A report due out the same day as Obama’s speech is expected to show that the number of newly laid-off people signing up for state unemployment insurance last week rose to 540,000, up from 492,000 in the previous week. The number of people continuing to draw jobless benefits is projected to stay near 4.5 million, demonstrating the troubles the unemployed are having in finding new jobs.

For all of 2008, employers probably slashed payrolls by at least 2.4 million. That’s based on economists’ forecasts for a net loss of 500,000 additional jobs in December, as well as the job losses previously reported. Some, however, think the number of jobs cut last month will be higher, around 600,000 or 700,000. The Labor Department will release that report Friday.

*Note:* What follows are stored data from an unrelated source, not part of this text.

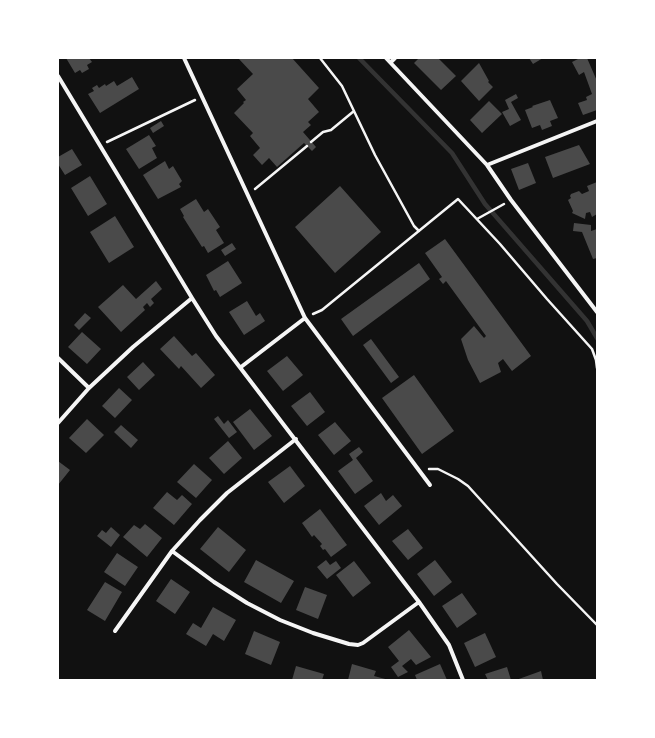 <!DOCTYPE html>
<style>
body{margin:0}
#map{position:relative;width:655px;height:738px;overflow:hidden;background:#111;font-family:"Asap Condensed",sans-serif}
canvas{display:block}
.frame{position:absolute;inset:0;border:59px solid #fff;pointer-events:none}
</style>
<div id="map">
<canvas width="655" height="738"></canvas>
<div class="frame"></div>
</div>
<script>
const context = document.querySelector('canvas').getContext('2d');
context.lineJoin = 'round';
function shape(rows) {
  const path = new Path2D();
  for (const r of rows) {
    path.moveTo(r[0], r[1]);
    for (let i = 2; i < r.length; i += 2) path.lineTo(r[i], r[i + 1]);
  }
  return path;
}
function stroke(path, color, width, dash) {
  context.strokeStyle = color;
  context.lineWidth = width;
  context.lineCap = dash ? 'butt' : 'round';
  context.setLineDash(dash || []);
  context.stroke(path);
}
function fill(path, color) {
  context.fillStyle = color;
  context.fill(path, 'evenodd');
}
stroke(shape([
 [359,58,452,153,485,204,587,321,597,338]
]), '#333', 4.5);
fill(shape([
 [66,58,89,58,92,62,87,65,89,69,82,73,80,70,75,73],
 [238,58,292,58,319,88,308,99,319,112,308,122,311,125,303,132,316,147,312,151,304,143,277,167,269,158,262,165,253,155,260,148,250,136,253,133,234,113,244,103,243,102,246,100,237,89,253,74],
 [419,58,438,58,456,76,441,90,414,63],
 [529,58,543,58,533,64],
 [580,58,587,58,597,81,597,110,583,115,578,103,587,100,586,97,592,94,584,72,579,75,572,62],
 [479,63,489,81,488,82,493,87,479,101,461,81],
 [132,77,139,89,100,113,88,94,94,91,92,88,97,85,99,88,105,84,106,86,114,81,117,86],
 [516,94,518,98,511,102,521,120,510,126,502,112,509,109,505,100],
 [550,100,558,118,550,121,552,126,542,130,540,125,532,128,525,110,533,107,532,106],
 [489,101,502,114,482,133,470,120],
 [161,121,164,126,153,133,150,128],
 [149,135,156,146,152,148,157,158,139,169,126,149],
 [579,145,590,164,553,178,545,157],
 [72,149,82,165,65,175,58,164,58,157],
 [165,161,169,169,173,166,182,181,179,184,181,187,158,199,143,175],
 [528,163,536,183,519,190,511,169],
 [90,176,107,204,88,216,71,188],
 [597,182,597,214,592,217,590,212,586,213,585,219,572,213,573,211,568,200,571,198,570,196,571,194,579,191,582,194,589,191,587,186],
 [340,186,381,232,335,273,295,227],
 [196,199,204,212,208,209,220,227,216,230,224,243,208,253,204,246,202,247,183,217,184,216,180,209],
 [115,216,134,247,109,263,90,232],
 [574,223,591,225,591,231,597,229,597,258,593,259,582,232,573,231],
 [445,239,531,356,512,371,503,359,498,363,501,372,480,383,468,360,461,339,474,326,484,338,486,336,446,281,443,284,439,279,442,277,425,253],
 [232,243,236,249,225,256,221,250],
 [228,261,242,283,220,297,216,290,214,291,206,275],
 [419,263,430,279,353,336,341,319],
 [156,281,162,289,151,299,154,303,150,307,147,303,143,307,145,310,121,332,98,307,123,285,136,299],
 [247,301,256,316,260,313,265,321,244,335,229,312],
 [85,313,91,318,79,330,74,325],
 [82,332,101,349,87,364,68,347],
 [174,336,192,356,196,353,215,375,201,388,181,366,179,369,160,349],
 [371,339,399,377,391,383,363,345],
 [287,356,303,375,283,391,267,371],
 [143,362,155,375,139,390,127,377],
 [414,375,454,431,422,454,382,398],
 [119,388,132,400,115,418,102,406],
 [310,392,325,412,307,426,291,406],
 [250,409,272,436,254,450,233,422],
 [218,416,224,424,228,420,237,432,229,438,214,419],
 [87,419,104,435,86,453,69,438],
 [335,422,351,441,334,455,318,435],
 [121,425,138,440,131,448,114,432],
 [228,441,242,458,224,474,209,458],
 [359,447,363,452,356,458,373,481,355,494,338,471,353,460,349,454],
 [58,461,70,470,58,485],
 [194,464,212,480,196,498,177,482],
 [290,466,305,486,284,503,268,482],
 [167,492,177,500,182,495,192,504,174,525,153,508],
 [381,493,386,501,393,495,402,506,379,525,364,506],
 [320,509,347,545,331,557,325,549,323,550,320,546,322,544,314,535,312,537,302,523],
 [145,524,162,538,147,557,123,537,134,525,140,529],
 [111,527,120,535,111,547,97,536,102,530,106,533],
 [218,527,246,550,229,572,200,549],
 [408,529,423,548,408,560,392,541],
 [117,553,138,567,125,586,104,572],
 [256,560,294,581,281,603,244,582],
 [326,560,330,565,336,561,341,568,327,579,317,567],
 [435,560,452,582,434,596,417,574],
 [354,561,371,583,353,597,336,575],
 [171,579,190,592,175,614,156,601],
 [105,582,122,592,105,621,87,610],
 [305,587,327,595,318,619,296,610],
 [462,593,477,614,457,628,442,606],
 [213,607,236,620,224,641,213,634,206,646,186,634,193,623,201,628],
 [409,630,431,657,416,665,411,659,402,666,408,672,398,677,391,667,399,661,388,647],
 [254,631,280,642,271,665,245,654],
 [485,633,496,657,475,667,464,643],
 [352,664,376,671,374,676,389,680,348,680],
 [440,664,447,680,417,680,415,675],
 [296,666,324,674,322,680,292,680],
 [507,667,511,680,488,680,485,674],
 [541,671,543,680,516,680]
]), '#4a4a4a');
stroke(shape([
 [320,58,342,86,375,155,414,226,419,231],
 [107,142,195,100],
 [311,142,323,132,331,130,354,111],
 [255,189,307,146],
 [477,219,504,204],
 [313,314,322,310,458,199,500,244,547,299,592,349,596,360,597,368],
 [429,469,438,469,458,479,468,486,557,584,597,625]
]), '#f5f5f5', 2.5);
stroke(shape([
 [184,58,305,318,430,485],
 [386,58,487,165,511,200,597,312],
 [391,62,395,58],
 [58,76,192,298,216,336,419,602,449,645,463,680],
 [487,165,597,121],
 [58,358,89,388],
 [241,367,305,318],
 [58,423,89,388,133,347,192,298],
 [172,551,214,582,247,603,280,620,313,633,349,644,358,645,363,643,419,602],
 [115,631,172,551,200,520,227,493,296,439]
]), '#f5f5f5', 4);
</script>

A day after the release of a stunning new estimate — that the federal budget deficit will reach an unprecedented $1.2 trillion this year, nearly three times last year’s record. Obama acknowledged some sympathy with those who “might be skeptical of this plan” because so much federal money has already been spent or committed in an attempt — largely unsuccessful so far — to get credit, the lifeblood of the American economy, flowing freely once again.

Such statements are coded to appeal to budget hawks in both parties, whom Obama wants to win over so that approval of a package draws wide, bipartisan support in the Democratic-led Congress.

To answer their concerns, he promised to allow funding only for what works. He also pledged a new level of transparency about where the money is going. A day earlier, he promised to tackle the out-of-control fiscal problem posed by Social Security and Medicare entitlement programs and named a special watchdog to clamp down on all federal programs.

Obama made broader arguments, too, saying that the private sector, typically the answer, cannot do what is needed now.

“At this particular moment, only government can provide the short-term boost necessary to lift us from a recession this deep and severe,” he said.

Obama’s transition team and Democratic congressional leaders are working daily to hammer out the still-evolving package, expected to total nearly $800 billion. The initial hope had been to have a new stimulus package approved by Congress in time for Obama to sign it upon taking office on Jan. 20. That timeline has slipped considerably, into at least mid-February if not later.

The package is expected to include tax cuts for businesses and middle-class workers, money to help cash-starved states with Medicaid programs and other operating costs, and a huge share for infrastructure building, investments in energy efficiency and a rebuilding of the information technology system for health care. Much of the latter portions of the plan are aimed at what Obama likes to talk about as the need for “reinvestment” and not just “recovery.”

Obama also promised action to address the economy’s ills beyond the package, such as tackling the massive wave of home foreclosures many experts expect, preventing the failure of financial institutions, rewriting financial regulations and keeping accountable the “Wall Street wrongdoers” who engage in risky investing.